Anyway - i dont care about any data, wipe all, and more if possible. Its my 85th time formatting anyway so, i just can't get rid of it. It's "base" is the X: partition which would be the recovery one I believe, in windows. And it mounts itself as a ddrom and/or ram, virtual, but not virtual. Every program i've said has stated it's a virtual, and when i try anti-virtual removal stuff, it says its not a virtual disk. Read only that nothing can remove in windows at least, forget diskpart etc.
-----------------------------------------------------------Phone---------------------------------
I am willing to pay for proper help on this.
I just rooted it and I want to wipe that whole kernel on this phone. Not a factory reset - a clean wipe. Not a single file left. Is that possible? Or how else do I get rid of all of that stuff, I mean, there is a problem whe 280 system apps has on average 60 permissions each, up to 400.

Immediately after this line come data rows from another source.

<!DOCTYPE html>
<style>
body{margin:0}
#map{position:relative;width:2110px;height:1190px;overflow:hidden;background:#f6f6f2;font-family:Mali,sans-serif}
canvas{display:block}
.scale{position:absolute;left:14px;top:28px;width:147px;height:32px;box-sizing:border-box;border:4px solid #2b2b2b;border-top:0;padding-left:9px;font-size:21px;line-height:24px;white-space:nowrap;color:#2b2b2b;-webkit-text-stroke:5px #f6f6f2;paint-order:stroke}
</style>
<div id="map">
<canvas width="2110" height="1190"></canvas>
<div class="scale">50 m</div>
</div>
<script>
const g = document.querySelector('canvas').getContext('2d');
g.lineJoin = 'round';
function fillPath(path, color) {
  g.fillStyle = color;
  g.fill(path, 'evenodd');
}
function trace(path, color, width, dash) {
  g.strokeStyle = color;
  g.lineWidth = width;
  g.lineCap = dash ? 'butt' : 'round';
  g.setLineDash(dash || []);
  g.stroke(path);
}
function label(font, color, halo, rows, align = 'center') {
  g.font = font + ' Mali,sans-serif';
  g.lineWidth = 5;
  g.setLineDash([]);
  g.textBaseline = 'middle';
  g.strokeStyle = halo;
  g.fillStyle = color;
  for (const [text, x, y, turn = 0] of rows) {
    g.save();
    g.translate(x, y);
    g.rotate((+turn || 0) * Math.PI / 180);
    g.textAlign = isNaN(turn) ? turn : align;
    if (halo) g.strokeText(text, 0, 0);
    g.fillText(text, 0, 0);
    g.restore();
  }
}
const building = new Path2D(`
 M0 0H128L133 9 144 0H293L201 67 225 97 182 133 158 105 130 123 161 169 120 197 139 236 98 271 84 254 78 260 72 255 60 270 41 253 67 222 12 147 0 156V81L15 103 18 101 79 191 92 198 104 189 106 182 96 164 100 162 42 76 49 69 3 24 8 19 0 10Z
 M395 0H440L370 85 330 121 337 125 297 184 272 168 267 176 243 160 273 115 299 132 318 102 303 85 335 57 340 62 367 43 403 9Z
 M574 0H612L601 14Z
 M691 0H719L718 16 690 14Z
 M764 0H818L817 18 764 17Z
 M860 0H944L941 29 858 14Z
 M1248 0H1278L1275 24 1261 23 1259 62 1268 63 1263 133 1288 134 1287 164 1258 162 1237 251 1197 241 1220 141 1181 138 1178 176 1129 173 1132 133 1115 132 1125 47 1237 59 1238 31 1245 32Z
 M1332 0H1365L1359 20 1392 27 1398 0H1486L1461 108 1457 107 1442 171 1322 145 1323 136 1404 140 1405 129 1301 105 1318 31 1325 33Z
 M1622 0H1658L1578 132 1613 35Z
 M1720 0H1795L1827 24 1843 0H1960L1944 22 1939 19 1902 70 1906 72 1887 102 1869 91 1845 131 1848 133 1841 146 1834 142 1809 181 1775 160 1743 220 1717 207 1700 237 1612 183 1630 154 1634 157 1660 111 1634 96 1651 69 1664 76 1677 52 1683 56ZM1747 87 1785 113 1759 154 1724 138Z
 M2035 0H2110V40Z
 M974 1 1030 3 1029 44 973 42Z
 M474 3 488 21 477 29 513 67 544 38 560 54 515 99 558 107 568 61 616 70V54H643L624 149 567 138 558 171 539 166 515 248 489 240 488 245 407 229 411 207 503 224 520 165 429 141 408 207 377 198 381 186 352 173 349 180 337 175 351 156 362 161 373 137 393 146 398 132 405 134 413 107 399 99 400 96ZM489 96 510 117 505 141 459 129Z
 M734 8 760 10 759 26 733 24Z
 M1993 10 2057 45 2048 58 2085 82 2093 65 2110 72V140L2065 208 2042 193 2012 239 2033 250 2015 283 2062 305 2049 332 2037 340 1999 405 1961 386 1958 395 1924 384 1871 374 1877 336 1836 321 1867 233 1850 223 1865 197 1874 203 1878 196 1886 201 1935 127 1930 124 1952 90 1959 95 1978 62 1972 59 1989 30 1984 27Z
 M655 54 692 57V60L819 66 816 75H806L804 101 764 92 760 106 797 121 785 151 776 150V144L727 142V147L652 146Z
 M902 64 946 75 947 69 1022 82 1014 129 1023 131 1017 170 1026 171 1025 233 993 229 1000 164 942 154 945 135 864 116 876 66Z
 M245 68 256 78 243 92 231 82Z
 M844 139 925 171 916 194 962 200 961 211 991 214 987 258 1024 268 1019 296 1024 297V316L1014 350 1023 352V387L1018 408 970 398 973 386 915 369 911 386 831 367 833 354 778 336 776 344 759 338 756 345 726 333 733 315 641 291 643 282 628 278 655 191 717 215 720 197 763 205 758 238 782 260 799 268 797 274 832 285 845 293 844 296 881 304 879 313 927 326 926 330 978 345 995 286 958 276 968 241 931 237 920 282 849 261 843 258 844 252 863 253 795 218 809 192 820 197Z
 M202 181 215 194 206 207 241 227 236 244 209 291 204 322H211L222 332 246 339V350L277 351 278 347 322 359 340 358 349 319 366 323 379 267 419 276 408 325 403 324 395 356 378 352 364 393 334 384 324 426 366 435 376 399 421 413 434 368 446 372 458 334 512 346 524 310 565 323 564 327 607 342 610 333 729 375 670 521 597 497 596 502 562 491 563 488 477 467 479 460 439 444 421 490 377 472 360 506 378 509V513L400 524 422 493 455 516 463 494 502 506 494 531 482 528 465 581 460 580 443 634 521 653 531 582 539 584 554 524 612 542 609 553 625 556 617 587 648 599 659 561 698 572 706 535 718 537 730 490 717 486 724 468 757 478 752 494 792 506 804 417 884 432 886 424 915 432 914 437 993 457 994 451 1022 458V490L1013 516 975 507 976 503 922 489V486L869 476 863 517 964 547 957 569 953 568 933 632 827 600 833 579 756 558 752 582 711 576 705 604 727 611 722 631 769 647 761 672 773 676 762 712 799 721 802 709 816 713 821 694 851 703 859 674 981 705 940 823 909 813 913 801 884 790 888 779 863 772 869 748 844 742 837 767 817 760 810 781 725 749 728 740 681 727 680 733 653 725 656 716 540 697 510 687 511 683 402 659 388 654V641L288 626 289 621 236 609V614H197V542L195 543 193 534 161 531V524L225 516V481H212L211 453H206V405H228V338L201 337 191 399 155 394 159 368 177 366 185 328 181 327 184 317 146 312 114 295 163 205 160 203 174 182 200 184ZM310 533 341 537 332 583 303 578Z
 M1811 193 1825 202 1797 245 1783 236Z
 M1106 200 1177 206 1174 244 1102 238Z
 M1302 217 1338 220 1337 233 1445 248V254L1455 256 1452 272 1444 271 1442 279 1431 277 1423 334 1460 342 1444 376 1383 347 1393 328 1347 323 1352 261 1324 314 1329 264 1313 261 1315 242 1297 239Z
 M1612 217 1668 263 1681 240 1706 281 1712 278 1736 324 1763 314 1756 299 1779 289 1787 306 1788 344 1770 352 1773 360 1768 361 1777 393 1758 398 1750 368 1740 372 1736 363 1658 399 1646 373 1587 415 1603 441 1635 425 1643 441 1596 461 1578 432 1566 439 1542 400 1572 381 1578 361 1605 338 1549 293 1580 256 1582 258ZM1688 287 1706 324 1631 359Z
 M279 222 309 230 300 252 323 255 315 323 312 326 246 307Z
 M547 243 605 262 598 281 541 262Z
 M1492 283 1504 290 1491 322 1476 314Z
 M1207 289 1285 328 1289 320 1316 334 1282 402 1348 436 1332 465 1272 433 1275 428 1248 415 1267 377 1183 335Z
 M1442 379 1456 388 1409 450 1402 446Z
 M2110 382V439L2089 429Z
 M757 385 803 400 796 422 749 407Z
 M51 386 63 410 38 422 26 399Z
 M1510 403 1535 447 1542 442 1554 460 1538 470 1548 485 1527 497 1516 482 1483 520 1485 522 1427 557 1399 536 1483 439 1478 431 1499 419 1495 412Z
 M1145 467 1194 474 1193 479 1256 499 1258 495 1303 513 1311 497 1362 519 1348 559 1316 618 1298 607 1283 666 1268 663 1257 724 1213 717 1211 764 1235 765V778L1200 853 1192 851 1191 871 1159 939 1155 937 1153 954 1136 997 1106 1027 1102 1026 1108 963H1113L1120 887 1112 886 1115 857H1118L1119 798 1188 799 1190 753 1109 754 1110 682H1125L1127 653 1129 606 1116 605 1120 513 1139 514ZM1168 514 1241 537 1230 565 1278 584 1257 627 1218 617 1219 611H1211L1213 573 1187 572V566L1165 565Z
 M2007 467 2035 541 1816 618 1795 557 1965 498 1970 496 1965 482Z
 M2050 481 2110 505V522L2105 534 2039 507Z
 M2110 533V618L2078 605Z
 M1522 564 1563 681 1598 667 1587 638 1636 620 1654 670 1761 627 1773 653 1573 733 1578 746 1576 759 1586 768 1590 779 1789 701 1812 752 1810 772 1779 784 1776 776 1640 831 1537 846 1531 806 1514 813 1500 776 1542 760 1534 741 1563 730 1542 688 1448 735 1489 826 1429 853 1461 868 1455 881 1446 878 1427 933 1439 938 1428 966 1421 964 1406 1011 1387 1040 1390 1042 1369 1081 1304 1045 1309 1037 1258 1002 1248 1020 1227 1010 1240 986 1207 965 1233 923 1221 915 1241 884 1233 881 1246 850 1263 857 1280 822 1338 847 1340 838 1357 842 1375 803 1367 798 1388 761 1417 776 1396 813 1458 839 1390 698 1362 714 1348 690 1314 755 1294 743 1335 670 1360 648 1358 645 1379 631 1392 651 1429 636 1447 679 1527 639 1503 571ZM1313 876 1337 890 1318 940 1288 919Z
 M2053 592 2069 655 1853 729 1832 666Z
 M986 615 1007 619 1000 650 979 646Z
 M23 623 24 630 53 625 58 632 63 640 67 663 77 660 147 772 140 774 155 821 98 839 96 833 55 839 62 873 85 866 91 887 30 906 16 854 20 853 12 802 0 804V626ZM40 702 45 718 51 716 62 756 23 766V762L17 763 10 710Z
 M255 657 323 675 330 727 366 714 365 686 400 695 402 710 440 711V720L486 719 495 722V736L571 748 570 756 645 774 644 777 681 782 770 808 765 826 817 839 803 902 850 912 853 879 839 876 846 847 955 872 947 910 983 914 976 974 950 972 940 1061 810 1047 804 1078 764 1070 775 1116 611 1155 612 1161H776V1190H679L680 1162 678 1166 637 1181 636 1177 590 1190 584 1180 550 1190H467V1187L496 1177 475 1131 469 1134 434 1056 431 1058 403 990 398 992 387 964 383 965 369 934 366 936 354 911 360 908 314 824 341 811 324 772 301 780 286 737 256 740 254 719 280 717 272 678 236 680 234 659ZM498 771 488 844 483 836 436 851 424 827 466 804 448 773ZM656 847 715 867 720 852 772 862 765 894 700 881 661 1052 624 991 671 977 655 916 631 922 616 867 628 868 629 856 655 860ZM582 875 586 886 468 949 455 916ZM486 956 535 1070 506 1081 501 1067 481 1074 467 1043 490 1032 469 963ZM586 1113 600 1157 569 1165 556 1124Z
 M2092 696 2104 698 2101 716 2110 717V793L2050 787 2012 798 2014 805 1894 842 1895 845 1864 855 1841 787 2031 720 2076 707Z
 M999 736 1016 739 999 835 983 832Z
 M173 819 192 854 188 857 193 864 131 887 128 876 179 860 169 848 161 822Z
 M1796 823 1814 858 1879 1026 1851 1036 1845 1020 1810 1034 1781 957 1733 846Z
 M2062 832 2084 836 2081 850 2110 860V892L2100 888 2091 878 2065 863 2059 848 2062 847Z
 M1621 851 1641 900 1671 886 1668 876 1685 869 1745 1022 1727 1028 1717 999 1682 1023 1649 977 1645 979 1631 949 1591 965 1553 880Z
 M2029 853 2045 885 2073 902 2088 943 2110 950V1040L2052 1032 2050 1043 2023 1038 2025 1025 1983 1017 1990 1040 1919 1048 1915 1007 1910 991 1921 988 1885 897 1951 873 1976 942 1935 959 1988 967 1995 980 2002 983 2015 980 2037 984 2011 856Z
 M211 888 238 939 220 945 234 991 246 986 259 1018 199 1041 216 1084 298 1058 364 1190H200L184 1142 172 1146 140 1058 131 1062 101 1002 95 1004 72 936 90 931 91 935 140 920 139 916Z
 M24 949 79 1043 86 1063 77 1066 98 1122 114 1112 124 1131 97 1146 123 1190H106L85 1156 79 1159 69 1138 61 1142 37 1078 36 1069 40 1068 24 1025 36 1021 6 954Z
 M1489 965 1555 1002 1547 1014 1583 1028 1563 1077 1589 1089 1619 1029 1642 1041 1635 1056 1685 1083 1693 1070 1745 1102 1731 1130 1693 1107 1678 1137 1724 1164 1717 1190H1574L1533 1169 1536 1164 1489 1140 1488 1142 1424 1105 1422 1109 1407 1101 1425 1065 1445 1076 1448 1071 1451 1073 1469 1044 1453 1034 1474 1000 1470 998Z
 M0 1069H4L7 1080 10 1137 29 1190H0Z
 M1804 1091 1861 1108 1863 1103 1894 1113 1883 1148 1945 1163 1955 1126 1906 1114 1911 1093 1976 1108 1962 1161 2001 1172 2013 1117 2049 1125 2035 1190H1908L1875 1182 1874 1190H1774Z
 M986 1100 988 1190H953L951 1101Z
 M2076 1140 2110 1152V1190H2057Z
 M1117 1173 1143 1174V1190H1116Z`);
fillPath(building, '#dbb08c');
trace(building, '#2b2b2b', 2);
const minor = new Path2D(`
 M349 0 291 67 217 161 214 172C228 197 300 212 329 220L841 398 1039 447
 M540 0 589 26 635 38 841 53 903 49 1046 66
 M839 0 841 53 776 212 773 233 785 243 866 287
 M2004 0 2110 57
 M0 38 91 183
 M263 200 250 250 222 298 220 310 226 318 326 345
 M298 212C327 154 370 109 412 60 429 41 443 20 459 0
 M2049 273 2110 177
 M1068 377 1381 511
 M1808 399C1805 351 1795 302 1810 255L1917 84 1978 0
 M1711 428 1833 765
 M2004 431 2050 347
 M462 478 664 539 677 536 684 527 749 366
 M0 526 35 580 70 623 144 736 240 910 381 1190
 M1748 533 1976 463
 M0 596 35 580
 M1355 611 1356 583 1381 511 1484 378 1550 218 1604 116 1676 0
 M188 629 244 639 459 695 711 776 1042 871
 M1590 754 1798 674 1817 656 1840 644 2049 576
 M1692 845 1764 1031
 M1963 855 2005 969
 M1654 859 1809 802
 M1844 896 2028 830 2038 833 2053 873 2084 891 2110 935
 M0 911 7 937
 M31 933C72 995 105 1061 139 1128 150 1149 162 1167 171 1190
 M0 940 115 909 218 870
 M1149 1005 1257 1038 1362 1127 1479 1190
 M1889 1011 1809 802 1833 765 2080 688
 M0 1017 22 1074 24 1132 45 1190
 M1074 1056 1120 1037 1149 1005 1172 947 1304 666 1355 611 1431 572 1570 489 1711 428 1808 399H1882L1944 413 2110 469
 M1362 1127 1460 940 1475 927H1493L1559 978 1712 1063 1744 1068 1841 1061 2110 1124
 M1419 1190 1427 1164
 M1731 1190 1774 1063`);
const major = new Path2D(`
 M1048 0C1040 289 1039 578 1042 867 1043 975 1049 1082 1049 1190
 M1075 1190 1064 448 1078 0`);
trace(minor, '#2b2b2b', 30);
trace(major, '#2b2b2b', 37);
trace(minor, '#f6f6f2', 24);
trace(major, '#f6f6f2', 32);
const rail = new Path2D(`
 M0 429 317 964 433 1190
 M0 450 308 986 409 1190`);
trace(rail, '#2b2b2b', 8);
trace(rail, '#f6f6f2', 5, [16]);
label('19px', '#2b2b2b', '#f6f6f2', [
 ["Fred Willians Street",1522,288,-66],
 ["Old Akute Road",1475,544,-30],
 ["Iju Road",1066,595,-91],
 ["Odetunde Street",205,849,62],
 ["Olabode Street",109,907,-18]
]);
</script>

Thanks a lot for any input in advance. I can't stress how much of a mental toll this has taken on me as i've been on this for 1 month straight not doing anything else. Since it's about my privacy, and It seems I've had one for the past 2 years with my every footstep, thing ive written or said, even a sleepshedule has been monitored.
Just a few screeshot examples
In Odin flash the firmware with a 4-file zip file.
ze7zez said:
In Odin flash the firmware with a 4-file zip file.
Click to expand...
Click to collapse
How do you mean? I done that several times, filled out the AP CP BL CSC etc, doesn't touch that partition
Mikez77 said:
How do you mean? I done that several times, filled out the AP CP BL CSC etc, doesn't touch that partition
Click to expand...
Click to collapse
Show a screenshot of the Odin window after the flashing is complete.
According to the OP, their computer is attacked within seconds of them logging in. Any antivirus only lasts a few minutes. Can't low level format the disk, because the attacker puts BIOS and virtual wifi spots into the UEFI partition, hacked their router and cell phones numerous times as well.
And they claim to know who this is, have a mountain of evidence but somehow won't go to the police with it. Search for the op's name and the keyword linux. They're carpet-bombing forums with paranoia.